▶ [Your objective] Restate the listing below word for word.

§ §

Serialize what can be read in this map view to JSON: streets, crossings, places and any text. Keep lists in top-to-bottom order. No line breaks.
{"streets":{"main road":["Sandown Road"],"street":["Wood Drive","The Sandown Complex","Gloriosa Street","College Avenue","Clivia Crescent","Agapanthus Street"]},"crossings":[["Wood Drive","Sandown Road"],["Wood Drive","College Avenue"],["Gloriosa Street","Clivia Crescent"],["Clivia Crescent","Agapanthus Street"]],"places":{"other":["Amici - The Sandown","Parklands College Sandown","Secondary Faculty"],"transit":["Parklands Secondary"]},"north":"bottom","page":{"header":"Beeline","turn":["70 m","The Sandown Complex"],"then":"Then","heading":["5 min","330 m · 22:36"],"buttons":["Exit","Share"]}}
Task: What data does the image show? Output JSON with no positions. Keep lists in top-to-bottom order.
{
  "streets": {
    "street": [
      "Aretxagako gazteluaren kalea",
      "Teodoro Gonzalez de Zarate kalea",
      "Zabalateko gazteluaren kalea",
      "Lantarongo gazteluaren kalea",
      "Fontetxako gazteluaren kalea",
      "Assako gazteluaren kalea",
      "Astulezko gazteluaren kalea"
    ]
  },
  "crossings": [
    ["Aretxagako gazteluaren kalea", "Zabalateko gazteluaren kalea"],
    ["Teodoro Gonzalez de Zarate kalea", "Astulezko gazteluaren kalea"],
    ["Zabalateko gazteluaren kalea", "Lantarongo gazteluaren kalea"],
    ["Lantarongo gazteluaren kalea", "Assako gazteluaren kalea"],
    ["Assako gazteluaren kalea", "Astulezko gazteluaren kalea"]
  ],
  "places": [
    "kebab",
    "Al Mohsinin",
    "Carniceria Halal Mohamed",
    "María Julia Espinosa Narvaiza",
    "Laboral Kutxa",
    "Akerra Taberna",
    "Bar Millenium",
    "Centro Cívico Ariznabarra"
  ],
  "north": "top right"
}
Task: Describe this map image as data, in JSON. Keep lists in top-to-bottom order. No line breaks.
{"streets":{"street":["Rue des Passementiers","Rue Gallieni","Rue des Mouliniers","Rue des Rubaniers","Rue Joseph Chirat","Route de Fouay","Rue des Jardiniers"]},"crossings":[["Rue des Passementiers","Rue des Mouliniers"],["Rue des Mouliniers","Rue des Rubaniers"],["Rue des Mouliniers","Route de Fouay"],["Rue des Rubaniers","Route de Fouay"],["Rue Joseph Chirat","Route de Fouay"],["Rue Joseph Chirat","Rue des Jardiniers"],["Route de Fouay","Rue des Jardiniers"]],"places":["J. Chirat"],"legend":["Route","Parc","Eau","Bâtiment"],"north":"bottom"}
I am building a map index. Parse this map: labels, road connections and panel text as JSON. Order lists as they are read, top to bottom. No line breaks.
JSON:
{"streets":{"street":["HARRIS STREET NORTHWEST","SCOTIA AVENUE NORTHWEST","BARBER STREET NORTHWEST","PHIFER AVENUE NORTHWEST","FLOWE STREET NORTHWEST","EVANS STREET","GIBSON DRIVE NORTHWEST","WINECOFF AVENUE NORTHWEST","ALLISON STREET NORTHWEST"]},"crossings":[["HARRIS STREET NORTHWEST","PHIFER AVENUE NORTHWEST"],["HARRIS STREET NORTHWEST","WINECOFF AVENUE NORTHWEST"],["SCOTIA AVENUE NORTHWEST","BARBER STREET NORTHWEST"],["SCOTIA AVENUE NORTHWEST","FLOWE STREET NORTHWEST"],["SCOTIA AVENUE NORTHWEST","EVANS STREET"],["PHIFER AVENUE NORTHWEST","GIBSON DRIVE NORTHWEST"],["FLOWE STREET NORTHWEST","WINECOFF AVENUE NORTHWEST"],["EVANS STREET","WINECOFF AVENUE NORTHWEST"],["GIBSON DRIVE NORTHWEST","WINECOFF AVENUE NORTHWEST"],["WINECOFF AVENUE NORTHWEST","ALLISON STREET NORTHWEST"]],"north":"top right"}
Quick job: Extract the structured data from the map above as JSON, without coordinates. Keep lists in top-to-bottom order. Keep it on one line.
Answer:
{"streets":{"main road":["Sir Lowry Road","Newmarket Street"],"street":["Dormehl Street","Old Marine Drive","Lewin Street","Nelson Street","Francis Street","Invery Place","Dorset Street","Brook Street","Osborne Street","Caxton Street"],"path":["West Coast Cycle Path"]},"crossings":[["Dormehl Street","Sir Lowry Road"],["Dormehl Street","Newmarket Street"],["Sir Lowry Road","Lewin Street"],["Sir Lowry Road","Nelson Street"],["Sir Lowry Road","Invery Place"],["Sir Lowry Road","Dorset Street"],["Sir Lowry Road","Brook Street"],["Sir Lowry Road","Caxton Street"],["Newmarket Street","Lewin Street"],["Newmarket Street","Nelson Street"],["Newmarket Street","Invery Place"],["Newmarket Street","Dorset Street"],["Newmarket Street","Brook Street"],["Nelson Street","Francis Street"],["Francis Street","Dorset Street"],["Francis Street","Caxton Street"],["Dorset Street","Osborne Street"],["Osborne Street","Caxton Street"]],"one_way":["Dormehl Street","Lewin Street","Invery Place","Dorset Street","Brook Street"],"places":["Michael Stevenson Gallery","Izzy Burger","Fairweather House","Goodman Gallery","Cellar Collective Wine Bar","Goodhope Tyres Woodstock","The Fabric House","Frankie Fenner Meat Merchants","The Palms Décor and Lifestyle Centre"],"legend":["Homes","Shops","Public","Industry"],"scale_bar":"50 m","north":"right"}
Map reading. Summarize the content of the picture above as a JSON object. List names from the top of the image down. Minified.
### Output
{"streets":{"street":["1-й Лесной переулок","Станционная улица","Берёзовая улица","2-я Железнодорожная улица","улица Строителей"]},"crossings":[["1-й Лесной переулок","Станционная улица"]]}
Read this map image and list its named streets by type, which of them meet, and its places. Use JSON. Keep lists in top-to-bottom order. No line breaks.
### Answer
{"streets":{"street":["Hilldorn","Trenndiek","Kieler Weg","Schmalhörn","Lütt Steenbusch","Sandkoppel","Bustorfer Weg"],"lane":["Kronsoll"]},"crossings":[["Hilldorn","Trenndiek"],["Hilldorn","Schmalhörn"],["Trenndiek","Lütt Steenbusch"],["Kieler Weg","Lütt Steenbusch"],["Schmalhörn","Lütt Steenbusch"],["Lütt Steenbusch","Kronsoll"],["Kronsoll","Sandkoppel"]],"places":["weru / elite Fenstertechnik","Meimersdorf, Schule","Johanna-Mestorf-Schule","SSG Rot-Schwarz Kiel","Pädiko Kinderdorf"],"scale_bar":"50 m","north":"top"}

§ §

▶ [Expected answer]
Serialize what can be read in this map view to JSON: streets, crossings, places and any text. Keep lists in top-to-bottom order. No line breaks.
{"streets":{"main road":["Sandown Road"],"street":["Wood Drive","The Sandown Complex","Gloriosa Street","College Avenue","Clivia Crescent","Agapanthus Street"]},"crossings":[["Wood Drive","Sandown Road"],["Wood Drive","College Avenue"],["Gloriosa Street","Clivia Crescent"],["Clivia Crescent","Agapanthus Street"]],"places":{"other":["Amici - The Sandown","Parklands College Sandown","Secondary Faculty"],"transit":["Parklands Secondary"]},"north":"bottom","page":{"header":"Beeline","turn":["70 m","The Sandown Complex"],"then":"Then","heading":["5 min","330 m · 22:36"],"buttons":["Exit","Share"]}}
Task: What data does the image show? Output JSON with no positions. Keep lists in top-to-bottom order.
{
  "streets": {
    "street": [
      "Aretxagako gazteluaren kalea",
      "Teodoro Gonzalez de Zarate kalea",
      "Zabalateko gazteluaren kalea",
      "Lantarongo gazteluaren kalea",
      "Fontetxako gazteluaren kalea",
      "Assako gazteluaren kalea",
      "Astulezko gazteluaren kalea"
    ]
  },
  "crossings": [
    ["Aretxagako gazteluaren kalea", "Zabalateko gazteluaren kalea"],
    ["Teodoro Gonzalez de Zarate kalea", "Astulezko gazteluaren kalea"],
    ["Zabalateko gazteluaren kalea", "Lantarongo gazteluaren kalea"],
    ["Lantarongo gazteluaren kalea", "Assako gazteluaren kalea"],
    ["Assako gazteluaren kalea", "Astulezko gazteluaren kalea"]
  ],
  "places": [
    "kebab",
    "Al Mohsinin",
    "Carniceria Halal Mohamed",
    "María Julia Espinosa Narvaiza",
    "Laboral Kutxa",
    "Akerra Taberna",
    "Bar Millenium",
    "Centro Cívico Ariznabarra"
  ],
  "north": "top right"
}
Task: Describe this map image as data, in JSON. Keep lists in top-to-bottom order. No line breaks.
{"streets":{"street":["Rue des Passementiers","Rue Gallieni","Rue des Mouliniers","Rue des Rubaniers","Rue Joseph Chirat","Route de Fouay","Rue des Jardiniers"]},"crossings":[["Rue des Passementiers","Rue des Mouliniers"],["Rue des Mouliniers","Rue des Rubaniers"],["Rue des Mouliniers","Route de Fouay"],["Rue des Rubaniers","Route de Fouay"],["Rue Joseph Chirat","Route de Fouay"],["Rue Joseph Chirat","Rue des Jardiniers"],["Route de Fouay","Rue des Jardiniers"]],"places":["J. Chirat"],"legend":["Route","Parc","Eau","Bâtiment"],"north":"bottom"}
I am building a map index. Parse this map: labels, road connections and panel text as JSON. Order lists as they are read, top to bottom. No line breaks.
JSON:
{"streets":{"street":["HARRIS STREET NORTHWEST","SCOTIA AVENUE NORTHWEST","BARBER STREET NORTHWEST","PHIFER AVENUE NORTHWEST","FLOWE STREET NORTHWEST","EVANS STREET","GIBSON DRIVE NORTHWEST","WINECOFF AVENUE NORTHWEST","ALLISON STREET NORTHWEST"]},"crossings":[["HARRIS STREET NORTHWEST","PHIFER AVENUE NORTHWEST"],["HARRIS STREET NORTHWEST","WINECOFF AVENUE NORTHWEST"],["SCOTIA AVENUE NORTHWEST","BARBER STREET NORTHWEST"],["SCOTIA AVENUE NORTHWEST","FLOWE STREET NORTHWEST"],["SCOTIA AVENUE NORTHWEST","EVANS STREET"],["PHIFER AVENUE NORTHWEST","GIBSON DRIVE NORTHWEST"],["FLOWE STREET NORTHWEST","WINECOFF AVENUE NORTHWEST"],["EVANS STREET","WINECOFF AVENUE NORTHWEST"],["GIBSON DRIVE NORTHWEST","WINECOFF AVENUE NORTHWEST"],["WINECOFF AVENUE NORTHWEST","ALLISON STREET NORTHWEST"]],"north":"top right"}
Quick job: Extract the structured data from the map above as JSON, without coordinates. Keep lists in top-to-bottom order. Keep it on one line.
Answer:
{"streets":{"main road":["Sir Lowry Road","Newmarket Street"],"street":["Dormehl Street","Old Marine Drive","Lewin Street","Nelson Street","Francis Street","Invery Place","Dorset Street","Brook Street","Osborne Street","Caxton Street"],"path":["West Coast Cycle Path"]},"crossings":[["Dormehl Street","Sir Lowry Road"],["Dormehl Street","Newmarket Street"],["Sir Lowry Road","Lewin Street"],["Sir Lowry Road","Nelson Street"],["Sir Lowry Road","Invery Place"],["Sir Lowry Road","Dorset Street"],["Sir Lowry Road","Brook Street"],["Sir Lowry Road","Caxton Street"],["Newmarket Street","Lewin Street"],["Newmarket Street","Nelson Street"],["Newmarket Street","Invery Place"],["Newmarket Street","Dorset Street"],["Newmarket Street","Brook Street"],["Nelson Street","Francis Street"],["Francis Street","Dorset Street"],["Francis Street","Caxton Street"],["Dorset Street","Osborne Street"],["Osborne Street","Caxton Street"]],"one_way":["Dormehl Street","Lewin Street","Invery Place","Dorset Street","Brook Street"],"places":["Michael Stevenson Gallery","Izzy Burger","Fairweather House","Goodman Gallery","Cellar Collective Wine Bar","Goodhope Tyres Woodstock","The Fabric House","Frankie Fenner Meat Merchants","The Palms Décor and Lifestyle Centre"],"legend":["Homes","Shops","Public","Industry"],"scale_bar":"50 m","north":"right"}
Map reading. Summarize the content of the picture above as a JSON object. List names from the top of the image down. Minified.
### Output
{"streets":{"street":["1-й Лесной переулок","Станционная улица","Берёзовая улица","2-я Железнодорожная улица","улица Строителей"]},"crossings":[["1-й Лесной переулок","Станционная улица"]]}
Read this map image and list its named streets by type, which of them meet, and its places. Use JSON. Keep lists in top-to-bottom order. No line breaks.
### Answer
{"streets":{"street":["Hilldorn","Trenndiek","Kieler Weg","Schmalhörn","Lütt Steenbusch","Sandkoppel","Bustorfer Weg"],"lane":["Kronsoll"]},"crossings":[["Hilldorn","Trenndiek"],["Hilldorn","Schmalhörn"],["Trenndiek","Lütt Steenbusch"],["Kieler Weg","Lütt Steenbusch"],["Schmalhörn","Lütt Steenbusch"],["Lütt Steenbusch","Kronsoll"],["Kronsoll","Sandkoppel"]],"places":["weru / elite Fenstertechnik","Meimersdorf, Schule","Johanna-Mestorf-Schule","SSG Rot-Schwarz Kiel","Pädiko Kinderdorf"],"scale_bar":"50 m","north":"top"}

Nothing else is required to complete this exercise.